The government in South Africa has announced another delay in the implementation of carbon tax and it is now due to come into effect on 1 January 2016.  To many this has come as a huge relief as carbon tax is seen as an unnecessary burden on business and economic growth in South Africa.  In fact BUSA (Business Unity South Africa) has been very outspoken in its opposition to government’s plans to tax carbon emissions.

The premise of the carbon tax is to tax direct emissions associated with business activities.  This will impact business in two areas.  Firstly, an increase in taxation for large greenhouse gas emitters, the threshold for which has yet to be agreed.  Secondly, an increase in electricity tariffs for all users (anywhere between 4 and 10c per kWh) as Eskom will be taxed on the emissions it produces which will in turn be passed on to customers through the tariff structure.

Any increased cost to business is obviously detrimental but the problem with naysayer’s views on carbon taxation is flawed.  Many believe that energy use and particularly electricity is a fixed cost within a business and hence will be taxed.  Any CEO who holds this view and hence does nothing around reducing electricity consumption has a flawed business strategy.

Electricity and energy in a business is not a fixed cost.  It is a variable cost and can be effectively managed.  Energy waste, particularly electricity waste is prevalent in every organisation.  Any process, plant or technology deployed more than 5 years ago is inherently inefficient. In fact most infrastructure in South Africa is far older than this.   In the past we did not design for efficiency and waste is everywhere.  Furthermore, even efficient technologies become inefficient as technology advances.  The IEA (International Energy Agency) estimates that as much as 65% of all energy consumed by business is waste.  Even worse, the waste in your business which is impacting your bottom line has an associated value based on your PE ratio.  So R2 Million waste could in fact be worth R10 Million to the value of the business using a multiplier of five.

To make money out of carbon tax, the simple message is to reduce your energy consumption.  This reduces costs, hence increases profits and shareholder value.  Your strategy should be to calculate the exposure that your business will be faced with as a result of the current tax proposals and put a plan in place to reduce energy sufficiently to at least absorb this with zero impact on the bottom line.  Every business should be able to achieve this.  A second phase should be to continue this process in an iterative cycle to start making money out of efficiency, irrespective of the tax.

The smart CEO is the one that recognises that energy is a variable cost.  Once you have made this connection you are half way there.  The next step is to make somebody accountable for energy reduction in your business, set a target and then build a plan to meet that target. This should not be efficiency for the sake of efficiency or for espousing your “green credentials”.  Every investment decision should be backed by sound returns on investment and anything that does not provide an acceptable payback should be discarded.  In fact before any capital investment is considered all process tweaks, social engineering and non-financial opportunities to reduce should be exhausted.
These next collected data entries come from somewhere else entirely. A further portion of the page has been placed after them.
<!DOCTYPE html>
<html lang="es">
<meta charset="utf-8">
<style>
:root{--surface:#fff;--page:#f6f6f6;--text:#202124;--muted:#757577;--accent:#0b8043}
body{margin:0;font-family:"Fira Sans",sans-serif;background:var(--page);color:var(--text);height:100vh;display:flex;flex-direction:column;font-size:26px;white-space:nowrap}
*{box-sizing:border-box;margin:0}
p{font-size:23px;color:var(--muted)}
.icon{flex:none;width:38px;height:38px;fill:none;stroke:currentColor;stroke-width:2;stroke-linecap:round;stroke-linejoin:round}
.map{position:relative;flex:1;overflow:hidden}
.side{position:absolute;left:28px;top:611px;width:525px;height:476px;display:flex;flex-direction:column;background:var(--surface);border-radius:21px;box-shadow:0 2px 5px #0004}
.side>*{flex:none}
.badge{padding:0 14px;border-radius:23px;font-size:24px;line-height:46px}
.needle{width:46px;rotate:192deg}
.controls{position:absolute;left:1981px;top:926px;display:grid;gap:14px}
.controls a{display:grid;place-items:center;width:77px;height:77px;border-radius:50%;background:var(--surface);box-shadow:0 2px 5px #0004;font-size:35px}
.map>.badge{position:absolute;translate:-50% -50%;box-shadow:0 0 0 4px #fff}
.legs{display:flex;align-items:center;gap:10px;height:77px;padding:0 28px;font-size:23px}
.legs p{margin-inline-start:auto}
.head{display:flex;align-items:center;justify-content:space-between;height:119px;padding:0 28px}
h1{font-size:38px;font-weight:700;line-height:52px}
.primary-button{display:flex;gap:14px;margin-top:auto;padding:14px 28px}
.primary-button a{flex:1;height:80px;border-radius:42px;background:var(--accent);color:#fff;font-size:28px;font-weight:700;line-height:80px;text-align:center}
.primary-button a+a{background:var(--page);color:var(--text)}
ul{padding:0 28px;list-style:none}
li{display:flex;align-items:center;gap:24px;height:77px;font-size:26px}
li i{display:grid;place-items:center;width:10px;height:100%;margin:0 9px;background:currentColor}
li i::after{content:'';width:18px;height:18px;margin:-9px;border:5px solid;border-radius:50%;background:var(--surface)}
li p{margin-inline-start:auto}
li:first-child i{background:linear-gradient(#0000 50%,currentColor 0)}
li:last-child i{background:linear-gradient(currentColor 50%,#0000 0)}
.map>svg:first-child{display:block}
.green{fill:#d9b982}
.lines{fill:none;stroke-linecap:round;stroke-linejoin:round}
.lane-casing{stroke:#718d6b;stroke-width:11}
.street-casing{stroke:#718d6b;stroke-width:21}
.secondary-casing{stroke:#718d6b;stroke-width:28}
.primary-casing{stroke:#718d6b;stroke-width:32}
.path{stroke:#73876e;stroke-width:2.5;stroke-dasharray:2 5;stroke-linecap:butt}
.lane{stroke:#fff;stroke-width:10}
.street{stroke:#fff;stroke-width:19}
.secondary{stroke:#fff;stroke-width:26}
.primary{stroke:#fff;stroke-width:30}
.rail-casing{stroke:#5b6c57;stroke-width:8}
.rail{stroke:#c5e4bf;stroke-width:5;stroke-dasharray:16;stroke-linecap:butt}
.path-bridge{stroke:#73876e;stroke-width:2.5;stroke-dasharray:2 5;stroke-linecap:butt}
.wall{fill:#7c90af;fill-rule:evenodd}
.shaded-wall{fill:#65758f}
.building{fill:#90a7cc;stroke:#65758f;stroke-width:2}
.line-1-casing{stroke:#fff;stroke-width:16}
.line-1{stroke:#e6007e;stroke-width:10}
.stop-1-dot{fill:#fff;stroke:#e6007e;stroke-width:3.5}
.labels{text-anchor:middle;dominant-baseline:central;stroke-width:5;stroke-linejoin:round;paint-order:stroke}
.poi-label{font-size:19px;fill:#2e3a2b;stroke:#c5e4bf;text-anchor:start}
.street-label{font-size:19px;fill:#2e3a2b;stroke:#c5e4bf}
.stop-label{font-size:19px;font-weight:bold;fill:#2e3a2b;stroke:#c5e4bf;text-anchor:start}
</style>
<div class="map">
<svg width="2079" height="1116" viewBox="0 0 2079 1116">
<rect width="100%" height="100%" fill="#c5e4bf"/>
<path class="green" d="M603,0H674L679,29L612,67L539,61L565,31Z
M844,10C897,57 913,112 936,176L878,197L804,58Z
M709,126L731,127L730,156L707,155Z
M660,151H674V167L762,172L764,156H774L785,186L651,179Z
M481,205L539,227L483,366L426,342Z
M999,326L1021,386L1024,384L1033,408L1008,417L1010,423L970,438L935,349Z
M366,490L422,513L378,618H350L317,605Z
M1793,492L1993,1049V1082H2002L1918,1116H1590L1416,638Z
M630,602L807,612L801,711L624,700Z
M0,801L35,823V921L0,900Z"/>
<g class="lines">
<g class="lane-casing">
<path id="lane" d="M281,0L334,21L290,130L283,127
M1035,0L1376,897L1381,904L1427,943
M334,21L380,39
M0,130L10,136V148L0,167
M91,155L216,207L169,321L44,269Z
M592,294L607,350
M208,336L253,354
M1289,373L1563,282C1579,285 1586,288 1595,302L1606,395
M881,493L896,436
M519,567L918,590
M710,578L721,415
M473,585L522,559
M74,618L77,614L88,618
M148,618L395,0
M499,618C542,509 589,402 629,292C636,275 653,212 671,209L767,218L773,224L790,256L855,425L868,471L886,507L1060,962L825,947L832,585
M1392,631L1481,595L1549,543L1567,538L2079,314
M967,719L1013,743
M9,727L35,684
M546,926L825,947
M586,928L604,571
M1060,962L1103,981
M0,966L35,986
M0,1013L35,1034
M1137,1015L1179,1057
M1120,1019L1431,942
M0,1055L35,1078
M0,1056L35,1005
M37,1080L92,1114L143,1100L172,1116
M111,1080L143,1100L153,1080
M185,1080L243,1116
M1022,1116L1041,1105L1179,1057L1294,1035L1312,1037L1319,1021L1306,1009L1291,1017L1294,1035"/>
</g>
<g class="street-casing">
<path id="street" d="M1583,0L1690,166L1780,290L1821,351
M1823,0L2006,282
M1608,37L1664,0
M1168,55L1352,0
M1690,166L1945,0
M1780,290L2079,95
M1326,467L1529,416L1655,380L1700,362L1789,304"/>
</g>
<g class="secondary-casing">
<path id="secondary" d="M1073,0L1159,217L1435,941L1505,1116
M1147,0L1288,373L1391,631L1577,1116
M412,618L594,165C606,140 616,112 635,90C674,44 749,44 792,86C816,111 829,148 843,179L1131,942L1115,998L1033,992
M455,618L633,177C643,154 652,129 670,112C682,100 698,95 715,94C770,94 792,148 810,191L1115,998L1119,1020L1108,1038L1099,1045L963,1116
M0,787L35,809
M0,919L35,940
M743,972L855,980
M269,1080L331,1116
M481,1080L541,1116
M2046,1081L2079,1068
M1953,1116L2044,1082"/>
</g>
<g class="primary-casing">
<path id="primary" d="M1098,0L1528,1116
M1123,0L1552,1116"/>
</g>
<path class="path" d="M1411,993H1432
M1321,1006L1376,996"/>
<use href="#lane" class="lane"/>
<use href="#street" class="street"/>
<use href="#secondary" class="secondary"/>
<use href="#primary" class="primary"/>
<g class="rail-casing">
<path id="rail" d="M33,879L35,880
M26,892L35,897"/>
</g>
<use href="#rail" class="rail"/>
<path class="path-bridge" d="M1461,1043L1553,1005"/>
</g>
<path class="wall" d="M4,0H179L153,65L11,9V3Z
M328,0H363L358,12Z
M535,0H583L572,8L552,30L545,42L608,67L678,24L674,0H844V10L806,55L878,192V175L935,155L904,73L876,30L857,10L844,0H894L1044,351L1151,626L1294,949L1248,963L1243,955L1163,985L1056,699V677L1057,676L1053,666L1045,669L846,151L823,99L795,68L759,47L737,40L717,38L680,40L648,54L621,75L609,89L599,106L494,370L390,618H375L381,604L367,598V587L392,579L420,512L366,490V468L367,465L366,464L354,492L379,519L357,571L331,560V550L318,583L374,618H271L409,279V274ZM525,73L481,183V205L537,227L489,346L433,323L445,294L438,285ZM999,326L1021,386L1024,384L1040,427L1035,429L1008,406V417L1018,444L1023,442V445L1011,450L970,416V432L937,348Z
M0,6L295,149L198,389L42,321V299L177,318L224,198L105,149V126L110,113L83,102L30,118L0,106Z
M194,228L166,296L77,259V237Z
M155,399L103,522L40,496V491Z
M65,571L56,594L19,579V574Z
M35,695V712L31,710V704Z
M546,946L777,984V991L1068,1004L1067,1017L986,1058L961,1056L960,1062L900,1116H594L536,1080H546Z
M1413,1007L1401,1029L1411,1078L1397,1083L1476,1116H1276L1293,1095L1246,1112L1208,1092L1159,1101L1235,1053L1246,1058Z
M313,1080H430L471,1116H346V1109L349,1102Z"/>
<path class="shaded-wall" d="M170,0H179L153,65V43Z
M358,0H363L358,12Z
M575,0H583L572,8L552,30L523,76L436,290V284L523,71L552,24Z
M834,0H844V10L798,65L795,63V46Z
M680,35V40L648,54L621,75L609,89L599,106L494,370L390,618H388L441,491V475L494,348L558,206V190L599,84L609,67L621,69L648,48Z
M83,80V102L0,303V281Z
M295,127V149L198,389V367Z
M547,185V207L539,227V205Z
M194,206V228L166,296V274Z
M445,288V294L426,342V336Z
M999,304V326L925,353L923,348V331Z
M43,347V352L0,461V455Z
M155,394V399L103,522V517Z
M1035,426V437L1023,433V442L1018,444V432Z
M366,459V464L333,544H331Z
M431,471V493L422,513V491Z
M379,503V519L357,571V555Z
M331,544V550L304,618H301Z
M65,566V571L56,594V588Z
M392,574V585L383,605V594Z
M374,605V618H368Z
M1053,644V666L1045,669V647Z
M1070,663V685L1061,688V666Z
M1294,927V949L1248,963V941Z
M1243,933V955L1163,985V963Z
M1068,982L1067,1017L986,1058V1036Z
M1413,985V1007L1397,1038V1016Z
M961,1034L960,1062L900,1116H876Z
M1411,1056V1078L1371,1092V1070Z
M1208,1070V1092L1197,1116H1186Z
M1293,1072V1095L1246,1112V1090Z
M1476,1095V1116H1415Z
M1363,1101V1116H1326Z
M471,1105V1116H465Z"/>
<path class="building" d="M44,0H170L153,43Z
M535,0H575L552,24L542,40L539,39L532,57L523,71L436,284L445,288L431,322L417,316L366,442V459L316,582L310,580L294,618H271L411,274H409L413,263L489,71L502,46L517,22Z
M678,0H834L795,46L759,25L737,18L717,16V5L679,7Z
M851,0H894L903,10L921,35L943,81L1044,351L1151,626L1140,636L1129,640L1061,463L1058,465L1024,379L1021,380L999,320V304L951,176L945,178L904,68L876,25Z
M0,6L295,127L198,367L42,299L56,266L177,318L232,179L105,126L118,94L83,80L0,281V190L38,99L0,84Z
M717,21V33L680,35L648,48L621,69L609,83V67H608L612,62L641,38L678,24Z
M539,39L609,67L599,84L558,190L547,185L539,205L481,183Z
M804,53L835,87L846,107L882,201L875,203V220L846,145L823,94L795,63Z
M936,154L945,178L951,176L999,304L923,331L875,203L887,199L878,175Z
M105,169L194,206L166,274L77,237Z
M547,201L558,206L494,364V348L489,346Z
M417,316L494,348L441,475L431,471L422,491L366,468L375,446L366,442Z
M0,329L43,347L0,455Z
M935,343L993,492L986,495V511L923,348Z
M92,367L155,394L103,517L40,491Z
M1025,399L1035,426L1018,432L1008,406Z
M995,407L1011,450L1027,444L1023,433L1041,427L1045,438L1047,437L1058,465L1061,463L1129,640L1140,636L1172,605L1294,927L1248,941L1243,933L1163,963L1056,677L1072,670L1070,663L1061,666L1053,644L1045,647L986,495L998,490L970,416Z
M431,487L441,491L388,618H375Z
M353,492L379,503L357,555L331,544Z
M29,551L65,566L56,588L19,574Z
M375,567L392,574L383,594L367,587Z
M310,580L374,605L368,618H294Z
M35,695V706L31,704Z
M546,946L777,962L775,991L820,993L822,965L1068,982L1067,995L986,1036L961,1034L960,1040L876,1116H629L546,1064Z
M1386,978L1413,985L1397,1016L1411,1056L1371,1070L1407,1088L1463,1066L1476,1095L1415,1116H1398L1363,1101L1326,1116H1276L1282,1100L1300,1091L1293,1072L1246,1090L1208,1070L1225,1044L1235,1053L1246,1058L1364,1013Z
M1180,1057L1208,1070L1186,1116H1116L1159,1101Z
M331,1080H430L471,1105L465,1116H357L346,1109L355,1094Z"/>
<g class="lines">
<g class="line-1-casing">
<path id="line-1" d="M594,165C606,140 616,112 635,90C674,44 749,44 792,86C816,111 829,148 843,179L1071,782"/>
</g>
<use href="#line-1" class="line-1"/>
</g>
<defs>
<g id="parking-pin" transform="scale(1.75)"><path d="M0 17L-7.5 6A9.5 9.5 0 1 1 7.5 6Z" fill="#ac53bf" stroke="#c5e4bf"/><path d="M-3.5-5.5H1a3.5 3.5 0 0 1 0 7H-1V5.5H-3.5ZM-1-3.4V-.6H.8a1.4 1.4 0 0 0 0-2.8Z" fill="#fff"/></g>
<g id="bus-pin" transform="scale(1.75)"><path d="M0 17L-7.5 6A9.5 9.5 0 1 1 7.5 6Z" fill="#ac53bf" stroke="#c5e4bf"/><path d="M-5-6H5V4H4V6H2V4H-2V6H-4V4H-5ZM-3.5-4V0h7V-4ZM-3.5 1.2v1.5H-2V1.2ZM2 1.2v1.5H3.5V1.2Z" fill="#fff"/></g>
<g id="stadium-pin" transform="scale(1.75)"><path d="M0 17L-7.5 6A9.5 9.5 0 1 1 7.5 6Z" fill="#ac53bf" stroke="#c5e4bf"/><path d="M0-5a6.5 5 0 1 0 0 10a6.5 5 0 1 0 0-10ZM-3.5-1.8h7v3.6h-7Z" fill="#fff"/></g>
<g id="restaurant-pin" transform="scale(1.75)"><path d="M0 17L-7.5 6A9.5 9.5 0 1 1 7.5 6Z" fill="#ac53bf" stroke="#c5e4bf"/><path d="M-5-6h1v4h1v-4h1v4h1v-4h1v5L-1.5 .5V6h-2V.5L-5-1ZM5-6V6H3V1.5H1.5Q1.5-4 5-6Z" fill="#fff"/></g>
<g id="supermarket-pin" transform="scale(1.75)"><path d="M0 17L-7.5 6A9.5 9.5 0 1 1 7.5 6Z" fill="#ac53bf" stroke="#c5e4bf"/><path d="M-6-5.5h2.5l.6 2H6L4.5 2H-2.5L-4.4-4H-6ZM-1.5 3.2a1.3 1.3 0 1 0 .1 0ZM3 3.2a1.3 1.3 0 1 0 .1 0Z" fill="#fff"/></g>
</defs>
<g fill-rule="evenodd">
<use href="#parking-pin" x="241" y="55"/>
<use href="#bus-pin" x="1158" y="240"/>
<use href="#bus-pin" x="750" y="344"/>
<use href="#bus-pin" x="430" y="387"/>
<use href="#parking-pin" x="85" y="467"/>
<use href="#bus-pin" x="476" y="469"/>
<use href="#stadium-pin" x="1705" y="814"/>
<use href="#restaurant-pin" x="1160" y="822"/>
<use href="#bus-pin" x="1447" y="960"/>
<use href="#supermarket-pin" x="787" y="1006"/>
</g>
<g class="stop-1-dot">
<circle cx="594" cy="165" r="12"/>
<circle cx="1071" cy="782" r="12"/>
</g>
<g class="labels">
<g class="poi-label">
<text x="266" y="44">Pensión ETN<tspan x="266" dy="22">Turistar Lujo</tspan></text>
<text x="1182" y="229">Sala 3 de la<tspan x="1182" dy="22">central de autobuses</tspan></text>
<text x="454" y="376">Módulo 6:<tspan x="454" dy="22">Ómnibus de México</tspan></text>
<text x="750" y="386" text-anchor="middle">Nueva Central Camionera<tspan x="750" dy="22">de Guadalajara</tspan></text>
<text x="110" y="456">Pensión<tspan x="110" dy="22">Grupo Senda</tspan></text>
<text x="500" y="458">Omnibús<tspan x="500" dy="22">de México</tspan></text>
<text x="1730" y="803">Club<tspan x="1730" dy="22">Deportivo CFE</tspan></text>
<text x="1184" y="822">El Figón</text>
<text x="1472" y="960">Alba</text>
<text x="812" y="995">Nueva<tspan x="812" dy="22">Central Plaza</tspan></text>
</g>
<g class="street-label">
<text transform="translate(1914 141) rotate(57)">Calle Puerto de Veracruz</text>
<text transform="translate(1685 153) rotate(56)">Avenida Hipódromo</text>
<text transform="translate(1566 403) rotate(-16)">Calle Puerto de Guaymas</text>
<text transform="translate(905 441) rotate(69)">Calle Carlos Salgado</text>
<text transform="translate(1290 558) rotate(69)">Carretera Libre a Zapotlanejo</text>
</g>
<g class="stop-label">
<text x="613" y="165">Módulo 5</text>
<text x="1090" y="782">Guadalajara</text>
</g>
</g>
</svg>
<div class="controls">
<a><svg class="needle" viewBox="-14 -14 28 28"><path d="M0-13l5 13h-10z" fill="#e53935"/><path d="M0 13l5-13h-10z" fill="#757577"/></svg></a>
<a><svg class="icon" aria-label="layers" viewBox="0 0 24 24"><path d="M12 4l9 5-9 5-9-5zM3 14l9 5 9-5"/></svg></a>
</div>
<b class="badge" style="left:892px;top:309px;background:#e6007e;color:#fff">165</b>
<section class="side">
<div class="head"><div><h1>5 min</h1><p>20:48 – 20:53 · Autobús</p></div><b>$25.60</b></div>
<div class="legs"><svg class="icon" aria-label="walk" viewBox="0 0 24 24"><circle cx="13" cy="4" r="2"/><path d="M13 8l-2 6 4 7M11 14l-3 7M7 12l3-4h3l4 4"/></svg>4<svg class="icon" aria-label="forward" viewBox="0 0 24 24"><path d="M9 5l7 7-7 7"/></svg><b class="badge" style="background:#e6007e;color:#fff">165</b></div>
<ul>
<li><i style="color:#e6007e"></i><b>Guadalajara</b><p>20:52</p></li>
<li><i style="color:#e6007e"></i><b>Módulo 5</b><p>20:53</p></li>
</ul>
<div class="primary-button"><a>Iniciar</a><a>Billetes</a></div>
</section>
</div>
Carbon tax is merely the stimulus for you to embrace efficiencies within your business.  These have always been there but the threat of carbon taxation and further increases in energy rates makes energy efficiency a business imperative at the moment.  Smart businesses will take action and ensure that there will be no negative impact on their bottom lines when carbon tax is implemented, the rest will lament and pay more to the fiscus.